▶ _Exercise description_: From the listing below, retype exactly the line holding "M599,895l40,13 -10,28 -39,-13z", the line holding "M682,1058l43,-111 93,-222 18,-39", and the lines between them; skip everything else.
□ □ □ □ □ □ □
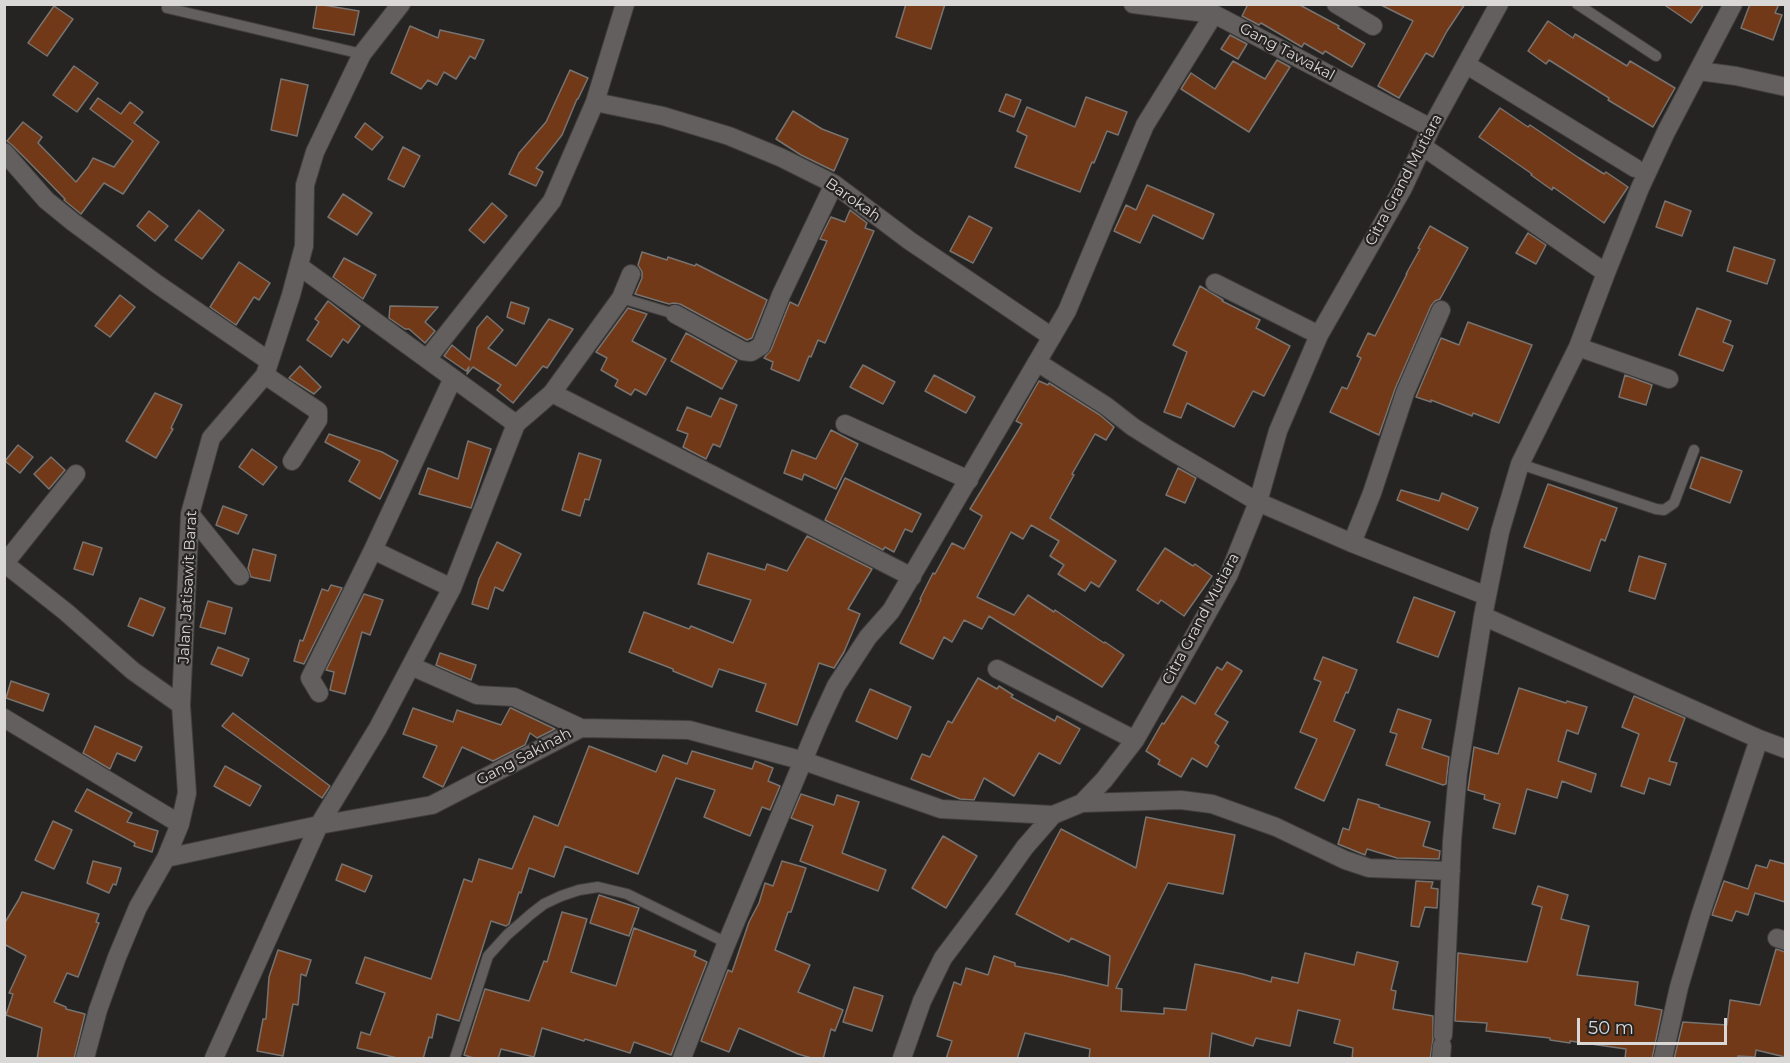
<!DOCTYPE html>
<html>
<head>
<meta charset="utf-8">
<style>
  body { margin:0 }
  #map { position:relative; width:1790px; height:1063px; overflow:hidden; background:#262422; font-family:Montserrat,sans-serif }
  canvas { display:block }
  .frame { position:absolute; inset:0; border:6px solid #dad8d7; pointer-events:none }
  .scale { position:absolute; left:1577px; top:1018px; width:150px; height:27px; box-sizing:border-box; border:3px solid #dad8d7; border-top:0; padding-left:8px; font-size:18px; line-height:21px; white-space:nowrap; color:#dad8d7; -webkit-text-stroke:4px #262422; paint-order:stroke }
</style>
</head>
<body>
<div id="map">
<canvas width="1790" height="1063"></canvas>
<div class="frame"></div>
<div class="scale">50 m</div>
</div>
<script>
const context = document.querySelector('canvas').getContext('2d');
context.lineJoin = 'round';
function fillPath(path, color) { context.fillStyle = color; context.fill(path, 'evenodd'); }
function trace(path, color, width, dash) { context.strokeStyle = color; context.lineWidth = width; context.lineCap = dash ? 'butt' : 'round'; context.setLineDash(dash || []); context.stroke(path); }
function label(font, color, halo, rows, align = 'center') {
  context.font = font + ' Montserrat,sans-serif'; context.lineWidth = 4.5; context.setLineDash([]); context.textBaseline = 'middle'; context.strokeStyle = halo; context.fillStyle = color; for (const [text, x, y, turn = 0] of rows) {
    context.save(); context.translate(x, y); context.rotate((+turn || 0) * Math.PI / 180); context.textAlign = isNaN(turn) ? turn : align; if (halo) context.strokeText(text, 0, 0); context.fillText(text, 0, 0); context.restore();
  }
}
const building = new Path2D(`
  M317,4l42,7 -5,24 -41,-7z
  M906,4h39l-14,45 -35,-12z
  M1248,4h50l41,22 -1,2 27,16 -13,23 -27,-16 -2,3 -19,-11 -2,4 -41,-24 -2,2 -17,-9z
  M1379,4h86l-18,27 -14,26 -7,-4 -27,45 -21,-12 35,-65z
  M1663,4h41l-13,19z
  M1750,4h29l-4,9 7,2 -9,25 -32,-12z
  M54,6l19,13 -26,37 -19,-13z
  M1548,21l25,17 2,-4 52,32 3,-5 45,27 -22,39 -45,-27 1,-2 -60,-38 -3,4 -18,-13z
  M410,26l28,12 2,-8 44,10 -9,19 -5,-3 -14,23 -12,-7 -7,13 -9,-5 -7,9 -30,-16z
  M1230,35l17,9 -9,15 -17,-10z
  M1277,60l13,7 -41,65 -68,-43 10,-16 24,16 18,-28 32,18z
  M74,66l24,17 -21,29 -24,-17z
  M570,70l18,8 -10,21h-1l-15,36 -26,33 7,4 -7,14 -27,-12 10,-21 27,-31z
  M281,79l27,6 -11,51 -26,-6z
  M1006,94l15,6 -7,17 -15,-6z
  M1086,97l41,15 -9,23 -11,-4 -13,32 -2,-1 -12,30 -65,-25 12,-31 -10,-5 10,-24 48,20z
  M98,98l23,16 9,-12 13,10 -9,11 25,19 -36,52 -19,-11 -23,31 -17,-14 1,-1 -37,-38 -16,-16 -5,-4 16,-19 19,15 -4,6 38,39 12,-15 5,-9 21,9 19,-26 -43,-32z
  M1500,108l28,19 2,-2 49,33 25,16 2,-2 22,15 -24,36 -51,-36 -1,3 -21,-15 1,-1 -53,-37z
  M793,111l29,18 26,10 -14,32 -33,-16 -25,-16z
  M365,123l18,14 -11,13 -17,-13z
  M403,147l17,9 -16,31 -16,-8z
  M1147,185l67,29 -11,25 -50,-24 -13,28 -26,-12 12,-26 10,5z
  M343,194l29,19 -15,22 -29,-18z
  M1665,201l26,10 -9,25 -26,-9z
  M492,203l15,13 -23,27 -15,-13z
  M199,210l25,20 -22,29 -27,-19z
  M850,210l17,13 -2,5 9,3 -49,112 -7,-3 -7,17 -2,-1 -10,25 -28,-12 2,-7 -9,-4 7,-8 19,-48 8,4 29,-65 -7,-2 11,-22 14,5z
  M149,211l19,15 -13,15 -18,-15z
  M969,216l23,12 -19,35 -23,-12z
  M1430,226l38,22 -28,51 -5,2 -4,5 -36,83 -16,46 -49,-23 12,-25 5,2 14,-31 -4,-2 11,-23 7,3 32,-62h-1l14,-25 -2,-1z
  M1528,233l18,12 -10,19 -20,-11z
  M1734,247l41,13 -8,24 -40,-13z
  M642,252l25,8 1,-3 27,9 1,-2 71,36 -15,38 -5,2 -67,-36 -6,-1 -5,1 -34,-10 7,-16v-6l-4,-7z
  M344,258l32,17 -13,24 -30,-22z
  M239,262l31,21 -11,17 -5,-3 -18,28 -26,-18z
  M1200,286l23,14 -1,1 38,19 -4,8 34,18 -26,50 -11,-5 -19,36 -47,-24 -6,15 -17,-6 23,-60 -14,-7z
  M120,295l15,12 -25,30 -15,-11z
  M328,301l32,25 -12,17 -5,-4 -12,18 -24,-17 12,-18 -4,-3z
  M511,302l18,6 -5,16 -17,-7z
  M390,306l48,1 -13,15 10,9 -10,12 -16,-14h-4l-16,-11z
  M628,308l19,6 -15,27 34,18 -20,36 -11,-6 -4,6 -16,-9 3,-6 -17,-10 6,-12 -11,-6z
  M1697,308l34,13 -8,21 10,4 -10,25 -44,-16z
  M487,316l16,14 -15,18 28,18 33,-47 24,10 -26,39 -4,-2 -30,37 -16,-13 4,-5 -28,-18 -6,7 2,-7 -3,4 -22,-15 8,-11 18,15 7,-32z
  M1468,322l64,23 -33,78 -26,-10 -1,3 -41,-16v2l-15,-5 25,-59 18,7z
  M686,333l51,28 -15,28 -51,-28z
  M863,365l32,17 -12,22 -33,-17z
  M300,366l21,21 -7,7 -25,-16z
  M934,375l41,22 -9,16 -41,-22z
  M1625,375l27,10 -6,20 -27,-8z
  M1039,381l9,4 1,-2 51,32 14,12 -8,13 -11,-6 -23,40 2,1 -24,43 66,43 -17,26 -8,-5 -6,9 -27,-17 6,-9 -14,-9 9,-15 -28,-16 -8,14 -12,-7 -34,65 37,18 14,-20 26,17 1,-2 49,33 1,-1 19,13 -22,32 -113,-71 -7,13 -18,-9 -12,22 -8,-5 -11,22 -33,-16 21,-43 -1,-1 13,-26 2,1 17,-31 12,6 18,-33 -12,-7 52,-85 -6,-3z
  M155,393l27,12 -11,23 2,1 -17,29 -30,-17z
  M720,398l17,7 -17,42 -7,-3 -7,15 -23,-12 5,-13 -11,-4 10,-23 24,10z
  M831,430l27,14 -22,45 -32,-15 -2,6 -18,-7 8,-23 24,9z
  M329,434l53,18 16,9 -18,38 -31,-18 11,-20 -35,-19z
  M468,441l23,8 -20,59 -52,-14 9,-26 30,11z
  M18,445l15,12 -13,16 -15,-12z
  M252,449l25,18 -14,18 -24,-18z
  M579,453l22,7 -12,40 -4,-1 -5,17 -18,-6z
  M51,457l14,13 -16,19 -15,-15z
  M1701,457l41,14 -12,32 -40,-15z
  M1178,468l18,10 -11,25 -19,-8z
  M845,478l76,36 -9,18 -7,-3 -11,23 -9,-5 -2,3 -58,-30z
  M1548,484l69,24 -12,33 -4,-2 -11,32 -66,-24z
  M1401,490l38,11 3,-8 36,15 -10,22 -71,-30z
  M223,506l24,9 -9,19 -22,-9z
  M807,536l65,33 -24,40 12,5 -16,38 -10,16 -15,-5 -22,62 -41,-14 10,-27 -47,-15 -7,18 -39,-16v-2l-44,-17 15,-40 45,17 2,-3 42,17 18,-43 -53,-16 10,-31 57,17 2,-6 20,7z
  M83,542l19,6 -9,27 -19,-6z
  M497,542l24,12 -18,37 -8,-4 -7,22 -16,-5 7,-25z
  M1165,548l28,18 2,-2 17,12 -28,40 -23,-16 -3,4 -21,-14z
  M253,549l23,6 -6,26 -19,-4 -3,-9z
  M1639,556l27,8 -11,35 -26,-8z
  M331,585l11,3 -38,76 -10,-3 6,-21 3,1 19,-52 6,2z
  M364,594l19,6 -13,35 -8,-3 -17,62 -15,-4 4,-18 -8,-2z
  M1414,597l41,15 -17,45 -41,-15z
  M140,598l25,10 -12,28 -25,-10z
  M208,601l24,7 -7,26 -25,-7z
  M218,647l31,12 -7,17 -31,-12z
  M440,653l36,12 -5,15 -35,-15z
  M1323,657l34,13 -9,23 -2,-1 -12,29 21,9 -31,71 -29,-13 22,-49 -17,-7 21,-50 -7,-3z
  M1227,662l15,9 -27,43 13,8 -13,21 4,3 -12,21 -15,-9 -11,19 -23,-13 2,-4 -14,-9 16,-28 2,1 18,-28 13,8 22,-37 5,3z
  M978,678l19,11 2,-3 14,9 -2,2 44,24 2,-5 23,13 -20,35 -21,-11 -25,43 -30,-18 -10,22 -14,-1 -49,-20 11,-25 8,3 18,-36 4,2z
  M11,681l38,13 -6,17 -37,-13z
  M1519,688l47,15 1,-2 20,6 -9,27 -11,-4 -9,31 38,13 -5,18 -29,-11 -5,17 -30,-9 -12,45 -22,-6 7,-24 -16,-5 1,-4 -17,-5 6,-43 24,7z
  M870,689l41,18 -14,32 -41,-18z
  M1634,696l51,22 -16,43 8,2 -7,22 -21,-7 -5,16 -23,-8 18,-52 -17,-7z
  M413,708l40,14 4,-12 44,15 9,-17h1l44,21 -18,9 -7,-5 -5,12 -32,16 -31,-14 -19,40 -20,-10 14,-31 -34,-12z
  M1398,709l33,11 -9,28 27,9 -3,27 -3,1 -57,-20 11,-31 -7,-2z
  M233,713l97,73 -8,12 -100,-72z
  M95,726l47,21 -7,14 -18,-8 -7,16 -27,-16z
  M589,746l67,26 7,-17 24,9 5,-13 60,18 3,-8 18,7 -5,13 12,5 -10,24 -8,-3 -12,29 -46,-19 11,-27 -39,-12 -38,96 -73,-28 -11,31 -25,-9 -8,25 -2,-1 -10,32 -3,2 -15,-5 -32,100 -22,-7 -5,24 -3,-1 -6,22h-22l-44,-11 4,-16 9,3 15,-42 -29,-10 9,-26 66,22 33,-100 8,3 7,-23 33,10 22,-53 24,10z
  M225,766l36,20 -11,20 -36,-20z
  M87,789l45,24 -5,9 31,9 -6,21 -18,-6 1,-3 -60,-32z
  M801,794l33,11 3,-10 22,7 -17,51 44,17 -8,21 -78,-30 13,-35 -22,-8z
  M1358,799l21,6v2l51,15 -7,24 17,5 -1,8 -42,-1 -30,-9 -2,6 -27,-11 5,-16 6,2z
  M1146,817l89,18 -12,59 -55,-11 -52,105 6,1 -1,22 43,3v-6l22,2 9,-46 48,10 28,8 1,-5 26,6 7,-30 49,12 3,-13 41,10 -7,28 5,1 -3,18 40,7v24l-3,19h-78l1,-11 -19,-5 6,-23 -42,-10 -8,36 -34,-8 -3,8 -41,-13 -3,26h-120l1,-10 -65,-16 -8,26h-71l6,-18 -15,-5 17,-54 7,3 5,-17 22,7 6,-19 21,7v3l47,9 46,11 2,-30 -39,-18 -2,4 -53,-28 45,-85 75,39z
  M53,821l19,9 -18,39 -19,-9z
  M943,836l34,20 -31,52 -34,-20z
  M1770,860l15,4v38l-30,-9 -7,22 -12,-4 -4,10 -20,-6 12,-34 24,8 8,-24 11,3z
  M93,861l28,7 -5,17 -3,-1 -4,9 -22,-10z
  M782,861l24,7 -15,44h-3l-13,38 35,15 -12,27 45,18 -8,21 -4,-2 -8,30h-8l-17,-5 -59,-26 -10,24 -28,-11 27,-71 4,2 17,-50 10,-19 6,-20 8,3z
  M342,864l30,12 -7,16 -29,-12z
  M1416,881l17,1 -2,6 7,1 -1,19 -12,-1 -6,20 -8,-1z
  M1538,886l30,9 -7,24 28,7 -12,49 61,7 -3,23 27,5 -10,49h-27l1,-10 -56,-8v2l-20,-3v-2l-64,-7 1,-8 -32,-2 3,-68 69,9 15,-55 -10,-3z
  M22,892l77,22 -3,8 3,1 -21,54 -11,-4 -13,29 12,5v2l19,5 -11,45h-37l5,-31 -36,-13 7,-21 -4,-1 17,-37 -22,-12v-20l15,-25z
  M599,895l40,13 -10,28 -39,-13z
  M562,912l25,7 -16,53 45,14 18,-58 62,23 -2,5 13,6 -36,93 -37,-13 -4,11 -45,-14 -1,2 -42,-13 -8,29 -33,-8 -3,10h-21l-13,-4 21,-66 44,12 15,-40 3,1z
  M1776,949l9,3v105l-29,-7 -1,7 -17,-1v3h-64l9,-37 44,3 3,-25 30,5z
  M278,950l33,10 -5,16 -5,-2 -3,31 -5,-1 -10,52 -26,-5 6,-32h3l3,-42z
  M854,987l29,9 -11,35 -29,-9z`);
fillPath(building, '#713917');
trace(building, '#767371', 1.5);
const service = new Path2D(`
  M1577,4l79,52
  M167,8l195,46
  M621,298l54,16
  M1520,464l136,45 8,1 10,-7 20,-53
  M455,1058l33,-102 19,-21 24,-21 13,-10 17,-8 18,-6 19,-3 29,7 100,49`);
const minor = new Path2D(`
  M1133,4l81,10 217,114
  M1336,4l37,22
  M1467,65l168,103
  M1699,71l37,5 50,11
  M595,102l68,14 66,20 53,22 52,26 76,57 142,96
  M1422,146l184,127 34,-85 26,-56 67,-128
  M4,152l42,48 27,22 84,62 112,77
  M299,266l217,158
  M1215,283l104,52
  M675,314l68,37 8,1 10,-6 20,-51 53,-111
  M1578,347l91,32
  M427,359l125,-158 43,-99 30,-98
  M1037,362l69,44 27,21 35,22 90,53 94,41 135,53
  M265,375l53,36v9l-26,41
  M552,393l69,-95 10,-24
  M845,424l124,56
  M190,514l50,62
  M1352,543l20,-50 33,-100 36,-83
  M373,550l79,38
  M4,563l62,49 67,59 48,34
  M5,563l71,-89
  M1483,616l276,123 27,10
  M411,666l66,29 37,2 67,31
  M997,669l138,71
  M319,693l-9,-15 63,-128 80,-172
  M4,718l176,106
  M1082,803l99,-3 31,4 64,23 69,33 24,8 82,3
  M166,858l153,-33 113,-20 149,-77 108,2 115,31 137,48 112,6
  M1777,938l9,3
  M1443,1035l9,-194 6,-69 25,-156 17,-84 20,-68 58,-117 28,-74
  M85,1058l13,-48 19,-53 21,-50 28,-49 14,-34 7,-31 -6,-88 9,-191 21,-76 54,-63 26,-80 13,-49 1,-61 10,-33 47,-98 39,-50
  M214,1058l105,-233 59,-97 74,-140 64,-164 36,-31 360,184
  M682,1058l43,-111 93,-222 18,-39 32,-49 23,-26 176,-300 78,-186 69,-111
  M902,1058l20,-57 21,-43 55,-73 27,-38 28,-32 29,-12 22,-23 31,-40 56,-98 38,-68 29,-72 20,-71 41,-96 84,-147 28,-60 68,-124
  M1441,1058l1,-12
  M1663,1058l16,-71 21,-71 59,-177`);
trace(service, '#403e3d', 12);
trace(minor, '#403e3d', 20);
trace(service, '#625f5e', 10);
trace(minor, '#625f5e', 18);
label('15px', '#dad8d7', '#262422', [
  ["Gang Tawakal",1287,52,28],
  ["Citra Grand Mutiara",1404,180,-62],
  ["Barokah",853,200,35],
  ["Jalan Jatisawit Barat",188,587,-87],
  ["Citra Grand Mutiara",1201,619,-62],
  ["Gang Sakinah",524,757,-28]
]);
</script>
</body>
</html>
□ □ □ □ □ □ □
▶ _Response below_:
  M599,895l40,13 -10,28 -39,-13z
  M562,912l25,7 -16,53 45,14 18,-58 62,23 -2,5 13,6 -36,93 -37,-13 -4,11 -45,-14 -1,2 -42,-13 -8,29 -33,-8 -3,10h-21l-13,-4 21,-66 44,12 15,-40 3,1z
  M1776,949l9,3v105l-29,-7 -1,7 -17,-1v3h-64l9,-37 44,3 3,-25 30,5z
  M278,950l33,10 -5,16 -5,-2 -3,31 -5,-1 -10,52 -26,-5 6,-32h3l3,-42z
  M854,987l29,9 -11,35 -29,-9z`);
fillPath(building, '#713917');
trace(building, '#767371', 1.5);
const service = new Path2D(`
  M1577,4l79,52
  M167,8l195,46
  M621,298l54,16
  M1520,464l136,45 8,1 10,-7 20,-53
  M455,1058l33,-102 19,-21 24,-21 13,-10 17,-8 18,-6 19,-3 29,7 100,49`);
const minor = new Path2D(`
  M1133,4l81,10 217,114
  M1336,4l37,22
  M1467,65l168,103
  M1699,71l37,5 50,11
  M595,102l68,14 66,20 53,22 52,26 76,57 142,96
  M1422,146l184,127 34,-85 26,-56 67,-128
  M4,152l42,48 27,22 84,62 112,77
  M299,266l217,158
  M1215,283l104,52
  M675,314l68,37 8,1 10,-6 20,-51 53,-111
  M1578,347l91,32
  M427,359l125,-158 43,-99 30,-98
  M1037,362l69,44 27,21 35,22 90,53 94,41 135,53
  M265,375l53,36v9l-26,41
  M552,393l69,-95 10,-24
  M845,424l124,56
  M190,514l50,62
  M1352,543l20,-50 33,-100 36,-83
  M373,550l79,38
  M4,563l62,49 67,59 48,34
  M5,563l71,-89
  M1483,616l276,123 27,10
  M411,666l66,29 37,2 67,31
  M997,669l138,71
  M319,693l-9,-15 63,-128 80,-172
  M4,718l176,106
  M1082,803l99,-3 31,4 64,23 69,33 24,8 82,3
  M166,858l153,-33 113,-20 149,-77 108,2 115,31 137,48 112,6
  M1777,938l9,3
  M1443,1035l9,-194 6,-69 25,-156 17,-84 20,-68 58,-117 28,-74
  M85,1058l13,-48 19,-53 21,-50 28,-49 14,-34 7,-31 -6,-88 9,-191 21,-76 54,-63 26,-80 13,-49 1,-61 10,-33 47,-98 39,-50
  M214,1058l105,-233 59,-97 74,-140 64,-164 36,-31 360,184
  M682,1058l43,-111 93,-222 18,-39 32,-49 23,-26 176,-300 78,-186 69,-111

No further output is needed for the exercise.